FEATURE ARTICLE
Gene Therapy
Investigators have been searching for ways to add corrective genes to cells harboring defective genes. A better strategy might be to correct the defects
Eric Kmiec
Clinical Trials
In the clinic, gene therapy has enjoyed few successes and many failures. But within these failures lessons have been learned. In some cases, scientific rigor was sacrificed in order to bow to financial pressures to rush gene therapy into clinical trials. In other cases, the goals were too lofty, and the expectations were unrealistically high.
Limited success in animal models all too often leads directly to clinical trials. But a mouse is not a small human with four legs, and the positive results in mice do not necessarily portend a positive outcome in people.
Even at their best, the results of trials with human gene therapy are equivocal. For example, let's consider a gene therapy trial to treat familial hypercholesterolemia (FH). People with this inherited condition have dangerously high blood levels of cholesterol, in spite of their body weight or diet. The condition results from a defective gene that encodes a receptor found on the membranes of liver cells specific for low- density lipoprotein (LDL), what many call "bad cholesterol." Normally LDL enters liver cells via this receptor, after which the liver clears the body of LDL. But people with FH have too few functioning receptor molecules and cannot remove LDL from their blood. As a result, blood serum levels of LDL are too high in people with this condition, and many FH patients develop coronary artery disease.

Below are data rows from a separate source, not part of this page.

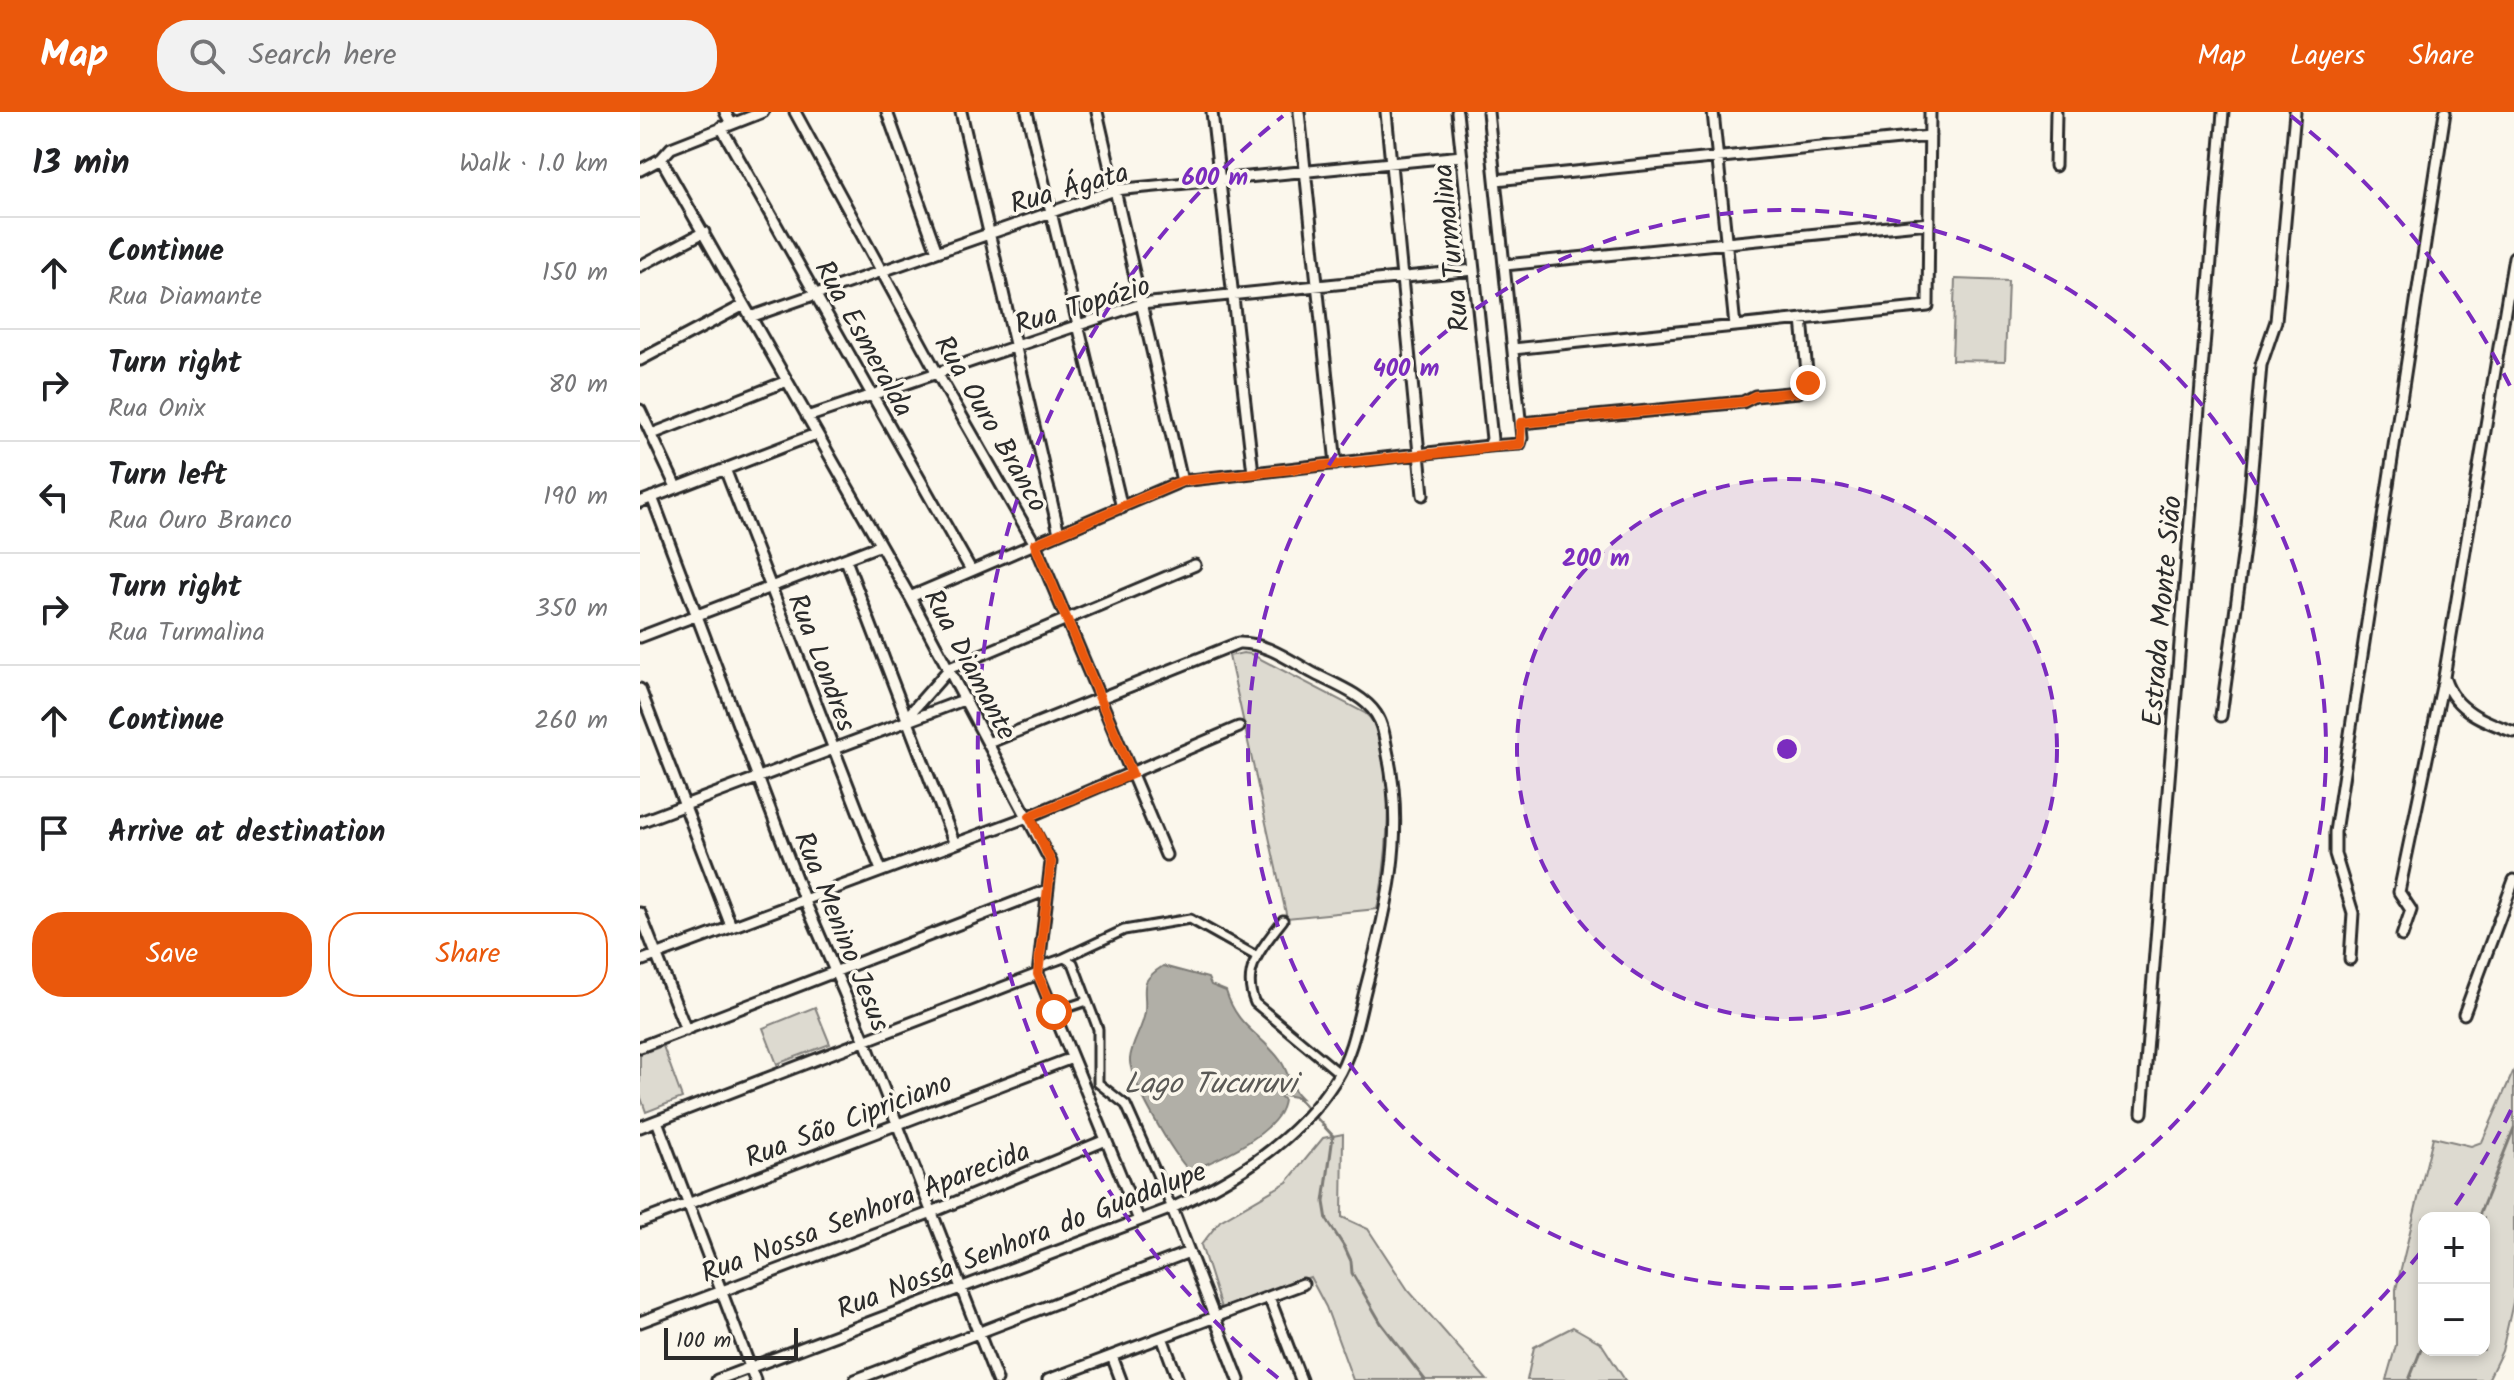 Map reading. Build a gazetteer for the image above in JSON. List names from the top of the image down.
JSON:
{
  "streets": {
    "street": [
      "Rua Ágata",
      "Rua Turmalina",
      "Rua Topázio",
      "Rua Esmeralda",
      "Rua Ouro Branco",
      "Estrada Monte Sião",
      "Rua Londres",
      "Rua Diamante",
      "Rua Menino Jesus",
      "Rua São Cipriciano",
      "Rua Nossa Senhora Aparecida",
      "Rua Nossa Senhora do Guadalupe"
    ]
  },
  "crossings": [
    ["Rua Ágata", "Rua Turmalina"],
    ["Rua Ágata", "Rua Esmeralda"],
    ["Rua Ágata", "Rua Ouro Branco"],
    ["Rua Ágata", "Rua Diamante"],
    ["Rua Turmalina", "Rua Topázio"],
    ["Rua Topázio", "Rua Esmeralda"],
    ["Rua Topázio", "Rua Ouro Branco"],
    ["Rua Topázio", "Rua Diamante"],
    ["Rua Ouro Branco", "Rua Nossa Senhora do Guadalupe"],
    ["Rua Diamante", "Rua São Cipriciano"],
    ["Rua Diamante", "Rua Nossa Senhora Aparecida"],
    ["Rua Diamante", "Rua Nossa Senhora do Guadalupe"],
    ["Rua Menino Jesus", "Rua São Cipriciano"],
    ["Rua Menino Jesus", "Rua Nossa Senhora Aparecida"],
    ["Rua Menino Jesus", "Rua Nossa Senhora do Guadalupe"]
  ],
  "water": ["Lago Tucuruvi"],
  "scale_bar": "100 m",
  "page": {
    "header": "Map",
    "search": "Search here",
    "nav": ["Map", "Layers", "Share"],
    "heading": ["13 min", "Walk · 1.0 km"],
    "list": [
      ["Continue", "Rua Diamante", "150 m"],
      ["Turn right", "Rua Onix", "80 m"],
      ["Turn left", "Rua Ouro Branco", "190 m"],
      ["Turn right", "Rua Turmalina", "350 m"],
      ["Continue", "260 m"],
      "Arrive at destination"
    ],
    "buttons": ["Save", "Share"],
    "map_buttons": ["+", "−"],
    "scale": "100 m"
  },
  "rings": ["600 m", "400 m", "200 m"]
}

In animal models, investigators demonstrated some success when corrective copies of the receptor gene were transferred into liver cells via a retroviral vector. Blood levels of LDL in the treated animals were significantly reduced and remained so for over six months. These experiments were done carefully, in several animal models and with rigorous controls. All the models produced similar, encouraging results. Based on these results and the fact that patients with this disease have few good treatment alternatives, a human gene-therapy trial for FH was approved.
The experience of one 28-year-old woman represents one of the better outcomes of this clinical trial. The patient lacked any detectable functioning LDL receptor because she lacked the gene for it. At the start of the trial, she had 482 milligrams of LDL in each deciliter (mg/dl) of blood, well over twice the normal level of 160 to 210 mg/dl. Her liver cells were then treated with a retroviral vector containing the LDL-receptor gene. Within a few days, her serum cholesterol dropped by 180 mg/dl to about 300 mg/dl. With additional cholesterol-lowering drugs, her LDL blood levels stabilized at around 356 mg/dl and remained there for about two and a half years. These levels, although lower than they were originally, are still higher than they ought to be.
Herein lies the quandary of human gene therapy: It "sort of" works. This trial demonstrated the feasibility and safety of gene therapy for treating FH. But the results hardly constitute a ringing endorsement for this approach as the definitive therapy. In fact, it would be difficult to name a clinical trial to date that does, a situation that prompted review of the approval process for clinical trials.

Decisions on clinical applications of gene-therapy approaches fall under the auspices of the federal government. Originally, the Recombinant DNA Advisory Committee (RAC) was charged with the duty of making suggestions for approval or disapproval to the director of the National Institutes of Health (NIH). The RAC was empowered to consider somatic gene-therapy protocols only; that is, the RAC considered protocols that did not involve the so-called germ line cells, such as eggs and sperm. In addition to submitting protocols to the RAC, investigators submitted new gene-therapy protocols to the Food and Drug Administration for Investigational New Drug (IND) approval. More than 100 protocols have been approved by the RAC to date.

In 1996, Dr. Harold Varmus, the director of the NIH, amended the procedure because of rising concerns over the rate of failures among approved clinical trial protocols. The fallout of this effort has been an enhanced oversight role for the NIH through three mechanisms. First, the office of Recombinant DNA Activities Advisory Committee (OAC) evaluates protocols. Next, gene-therapy conferences are held to promote public discussion of scientific merit and ethical aspects of proposals for human clinical trials. Finally, the public is informed about the progress of ongoing trials. The gene- therapy policy conferences have already helped to improve the oversight of the approval process. They also encourage continued review of the ethical aspects of each trial. Although in most cases, increasing government involvement is viewed as an invasion into scientific enterprises, gene therapy will stand to benefit by such heightened control.
In spite of the increased government scrutiny of previous gene-therapy protocols, the pressures to bring gene therapy to the clinic do not seem to abate. This is in part because of the formation of ventures aimed at commercializing products and techniques. Financial pressures and constraints often force biotechnology companies to forgo basic research in favor of application-driven development. Unfortunately, this means that promising but technically difficult approaches may never be adequately developed for lack of research funding.

Increases in public funds for research may well be part of the answer to improving the technology, since it is the basic level of investigation that will in the end broaden understanding of gene-therapy techniques and increase the probability of clinical success. What is clearly needed is the development of molecular analysis and rigorous testing at the level of basic science, with an eye towards application in clinically appropriate targets. Only then will gene therapy have a hope of fulfilling its promise.